How Bishkek Gave the World Post Pravda
This story begins with a hilarious article about Bishkek, which quickly went viral in local social media. The headline said Kyrg Your Enthusiasm: From a Shitshow in Bishkek to the Birth of NO-YOLO. This is how Bishkek became related to the birth of a new magazine. The co-founders, Michael Fahey and Patrick Dooley, were teaching English in various countries after graduating from university and met in Georgia back in 2012. Michael, who develops websites professionally, now recalls, Patrick was based in the village next to his, so they would meet every weekend in Tbilisi to escape the despairing isolation of Georgian village life. Neither of two had any experience in media at all. Michael says he was working on a terrible customer service job in Dublin and Patrick was working as an education consultant in Saudi Arabia, which he also hated. They set up the magazine in early 2015.

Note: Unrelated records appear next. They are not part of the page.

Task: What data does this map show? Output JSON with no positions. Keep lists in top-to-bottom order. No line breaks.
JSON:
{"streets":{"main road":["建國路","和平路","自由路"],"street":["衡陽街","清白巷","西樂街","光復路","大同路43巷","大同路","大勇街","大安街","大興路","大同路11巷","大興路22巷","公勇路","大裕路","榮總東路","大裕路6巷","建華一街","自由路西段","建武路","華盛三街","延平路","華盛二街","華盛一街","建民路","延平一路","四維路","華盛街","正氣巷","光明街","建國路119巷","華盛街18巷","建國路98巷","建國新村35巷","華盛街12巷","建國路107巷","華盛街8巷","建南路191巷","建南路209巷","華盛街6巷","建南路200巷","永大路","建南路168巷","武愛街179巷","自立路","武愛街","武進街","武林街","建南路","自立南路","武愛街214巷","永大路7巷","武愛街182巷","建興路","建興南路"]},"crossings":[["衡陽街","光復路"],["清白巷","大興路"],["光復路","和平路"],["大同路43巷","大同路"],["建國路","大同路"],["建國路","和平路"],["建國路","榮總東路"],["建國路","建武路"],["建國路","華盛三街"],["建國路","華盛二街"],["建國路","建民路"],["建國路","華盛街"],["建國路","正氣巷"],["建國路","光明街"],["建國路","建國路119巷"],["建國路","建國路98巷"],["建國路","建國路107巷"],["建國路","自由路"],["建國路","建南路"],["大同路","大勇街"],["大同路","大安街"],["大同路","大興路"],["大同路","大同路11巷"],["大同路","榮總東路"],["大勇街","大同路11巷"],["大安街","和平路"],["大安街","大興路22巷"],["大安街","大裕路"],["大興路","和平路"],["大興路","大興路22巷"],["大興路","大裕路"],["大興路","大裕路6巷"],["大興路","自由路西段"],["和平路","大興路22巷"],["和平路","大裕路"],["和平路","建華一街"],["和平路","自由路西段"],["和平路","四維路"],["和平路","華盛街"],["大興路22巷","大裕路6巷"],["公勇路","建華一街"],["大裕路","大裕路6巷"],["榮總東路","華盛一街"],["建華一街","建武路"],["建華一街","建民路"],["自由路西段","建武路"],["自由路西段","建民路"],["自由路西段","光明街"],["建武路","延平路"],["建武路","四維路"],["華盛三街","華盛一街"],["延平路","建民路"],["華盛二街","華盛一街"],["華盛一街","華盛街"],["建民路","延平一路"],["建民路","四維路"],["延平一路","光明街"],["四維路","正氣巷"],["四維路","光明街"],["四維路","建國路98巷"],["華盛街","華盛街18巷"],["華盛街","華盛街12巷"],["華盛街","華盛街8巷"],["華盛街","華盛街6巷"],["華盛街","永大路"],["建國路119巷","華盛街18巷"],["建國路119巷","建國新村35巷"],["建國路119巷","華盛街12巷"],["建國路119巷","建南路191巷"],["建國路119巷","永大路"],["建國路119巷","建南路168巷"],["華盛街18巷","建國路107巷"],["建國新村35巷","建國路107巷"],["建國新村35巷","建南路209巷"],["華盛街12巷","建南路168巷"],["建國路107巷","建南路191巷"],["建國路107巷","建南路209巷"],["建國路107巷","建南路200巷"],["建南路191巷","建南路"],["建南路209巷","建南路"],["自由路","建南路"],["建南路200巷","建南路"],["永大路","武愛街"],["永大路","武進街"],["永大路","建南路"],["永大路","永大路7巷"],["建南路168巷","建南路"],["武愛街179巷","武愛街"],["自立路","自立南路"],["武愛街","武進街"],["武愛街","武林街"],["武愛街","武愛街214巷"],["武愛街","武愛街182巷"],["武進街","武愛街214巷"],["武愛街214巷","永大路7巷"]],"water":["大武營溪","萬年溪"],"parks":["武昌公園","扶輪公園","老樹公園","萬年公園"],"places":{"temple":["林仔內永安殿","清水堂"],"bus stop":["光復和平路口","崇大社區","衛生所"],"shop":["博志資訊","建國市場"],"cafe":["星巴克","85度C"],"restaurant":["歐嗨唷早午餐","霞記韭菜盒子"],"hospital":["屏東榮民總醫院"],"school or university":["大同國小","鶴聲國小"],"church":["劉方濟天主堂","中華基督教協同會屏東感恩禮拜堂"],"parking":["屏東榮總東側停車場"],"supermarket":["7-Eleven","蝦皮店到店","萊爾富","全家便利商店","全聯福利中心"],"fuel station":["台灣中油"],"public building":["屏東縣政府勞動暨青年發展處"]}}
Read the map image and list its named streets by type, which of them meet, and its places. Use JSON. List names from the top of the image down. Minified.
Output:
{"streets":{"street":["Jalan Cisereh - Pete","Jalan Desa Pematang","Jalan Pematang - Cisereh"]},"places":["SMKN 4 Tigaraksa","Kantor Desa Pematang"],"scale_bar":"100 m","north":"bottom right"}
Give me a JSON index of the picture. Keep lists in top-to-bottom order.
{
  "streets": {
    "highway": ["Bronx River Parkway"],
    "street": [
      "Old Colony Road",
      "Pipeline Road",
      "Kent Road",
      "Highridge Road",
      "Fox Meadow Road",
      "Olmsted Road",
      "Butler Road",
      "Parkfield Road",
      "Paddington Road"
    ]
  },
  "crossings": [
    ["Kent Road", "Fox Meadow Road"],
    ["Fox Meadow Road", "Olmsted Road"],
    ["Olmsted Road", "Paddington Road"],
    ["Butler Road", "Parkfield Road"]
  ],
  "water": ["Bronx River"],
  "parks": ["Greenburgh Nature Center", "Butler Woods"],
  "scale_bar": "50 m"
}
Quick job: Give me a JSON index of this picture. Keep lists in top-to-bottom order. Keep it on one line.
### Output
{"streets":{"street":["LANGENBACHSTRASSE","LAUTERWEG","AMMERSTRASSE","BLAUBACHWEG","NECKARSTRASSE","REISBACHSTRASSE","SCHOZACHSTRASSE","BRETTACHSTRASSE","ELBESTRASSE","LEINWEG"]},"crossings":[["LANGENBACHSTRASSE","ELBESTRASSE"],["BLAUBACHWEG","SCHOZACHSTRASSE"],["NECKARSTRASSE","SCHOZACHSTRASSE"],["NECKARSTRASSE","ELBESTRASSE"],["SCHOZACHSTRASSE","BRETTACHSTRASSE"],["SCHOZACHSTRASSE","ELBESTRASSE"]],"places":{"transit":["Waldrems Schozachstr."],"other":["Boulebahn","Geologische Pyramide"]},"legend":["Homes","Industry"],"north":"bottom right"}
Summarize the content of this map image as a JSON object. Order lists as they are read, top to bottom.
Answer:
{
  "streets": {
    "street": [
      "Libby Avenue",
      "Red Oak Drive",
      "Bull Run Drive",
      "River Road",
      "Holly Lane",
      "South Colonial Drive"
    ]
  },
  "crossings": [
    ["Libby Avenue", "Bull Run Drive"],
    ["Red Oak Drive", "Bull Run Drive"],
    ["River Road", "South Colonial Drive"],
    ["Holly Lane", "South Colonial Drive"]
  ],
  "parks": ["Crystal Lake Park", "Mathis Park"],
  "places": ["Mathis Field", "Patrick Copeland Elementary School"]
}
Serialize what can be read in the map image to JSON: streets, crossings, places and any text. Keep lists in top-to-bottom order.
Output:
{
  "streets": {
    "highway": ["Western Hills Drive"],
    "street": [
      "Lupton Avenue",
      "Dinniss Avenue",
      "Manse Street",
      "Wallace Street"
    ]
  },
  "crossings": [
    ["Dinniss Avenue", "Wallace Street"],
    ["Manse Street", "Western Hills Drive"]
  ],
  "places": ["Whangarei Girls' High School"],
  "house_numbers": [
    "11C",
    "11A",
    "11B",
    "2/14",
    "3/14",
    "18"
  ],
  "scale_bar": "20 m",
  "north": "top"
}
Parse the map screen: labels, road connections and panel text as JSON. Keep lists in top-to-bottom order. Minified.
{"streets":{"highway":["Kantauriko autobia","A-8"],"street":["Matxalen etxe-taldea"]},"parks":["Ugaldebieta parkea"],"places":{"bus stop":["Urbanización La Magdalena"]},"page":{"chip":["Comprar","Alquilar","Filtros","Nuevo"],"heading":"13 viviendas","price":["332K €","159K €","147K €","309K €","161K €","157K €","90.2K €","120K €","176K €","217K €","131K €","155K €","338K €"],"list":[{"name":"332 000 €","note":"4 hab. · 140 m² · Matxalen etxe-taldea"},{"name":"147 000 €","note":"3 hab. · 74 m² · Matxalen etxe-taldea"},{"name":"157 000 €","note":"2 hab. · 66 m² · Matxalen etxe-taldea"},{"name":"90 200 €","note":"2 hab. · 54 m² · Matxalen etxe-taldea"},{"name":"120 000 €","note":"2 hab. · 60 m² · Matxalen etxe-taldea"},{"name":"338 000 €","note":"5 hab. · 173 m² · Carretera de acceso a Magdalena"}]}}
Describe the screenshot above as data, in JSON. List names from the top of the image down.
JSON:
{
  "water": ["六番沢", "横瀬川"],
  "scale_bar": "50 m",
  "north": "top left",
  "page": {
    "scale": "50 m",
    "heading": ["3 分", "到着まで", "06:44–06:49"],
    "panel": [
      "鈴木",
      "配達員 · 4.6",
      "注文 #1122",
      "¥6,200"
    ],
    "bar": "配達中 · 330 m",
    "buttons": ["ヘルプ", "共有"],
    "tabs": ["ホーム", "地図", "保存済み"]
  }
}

Michael remembers it was hard to get into a rhythm initially as he hadn’t written anything significant since he was in school. He thought he would concentrate on the site design and maintenance, while Patrick would be the writer. However, Michael had a few ideas for topics and decided he would give it a go anyway. Generally, he starts with typing out some ideas and expanding on them. “A lot of editing occurs before publishing!” says Michael.
It was while they were in Bishkek that they decided to create something — a blog or a magazine based upon their experiences of travelling and working abroad, as well as their shared political ideals and love of football and music. Drinking in one of the bars on Chui Avenue at 3 am in the morning Michael and Patrick brainstormed topics they could address. This is how they ended up finding a lot of interesting avenues open to exploring. Both excited at having the opportunity to create something they’d be proud of, they made a decision. This is how NO-YOLO came to the world.
NO-YOLO was definitely not a traditional travel blog. Michael, who says he is more mellow than Patrick, also remembers they had a common passion for travel and there was a real lack of quality travel writing, writing of substance, out there. Bored with lots of self-indulgent ‘10 Best Spa Clinics in Luxembourg’, they were sure the world was far more interesting than that, and they wanted to produce interesting, funny and thought-provoking material they would want to read themselves. According to Michael, after too many ‘Baltikas’, they discussed some name options and NO-YOLO, their second suggestion, stuck. The name, NO-YOLO reflected the idea perfectly mocking the beaten acronym.
Having a team of only two of them, Michael says it’s tricky running the magazine, because, aside from maybe 10 days per year, both he and Patrick are always in different countries or even different continents sometimes. Despite Michael working his daytime job and Patrick travelling around a region that is either 4 hours ahead or 4 hours behind, they usually manage to keep in contact daily via social media and email. This is how they prepare their weekly plan of articles to be posted and exchange ideas. There is also a team of contributors who help the two.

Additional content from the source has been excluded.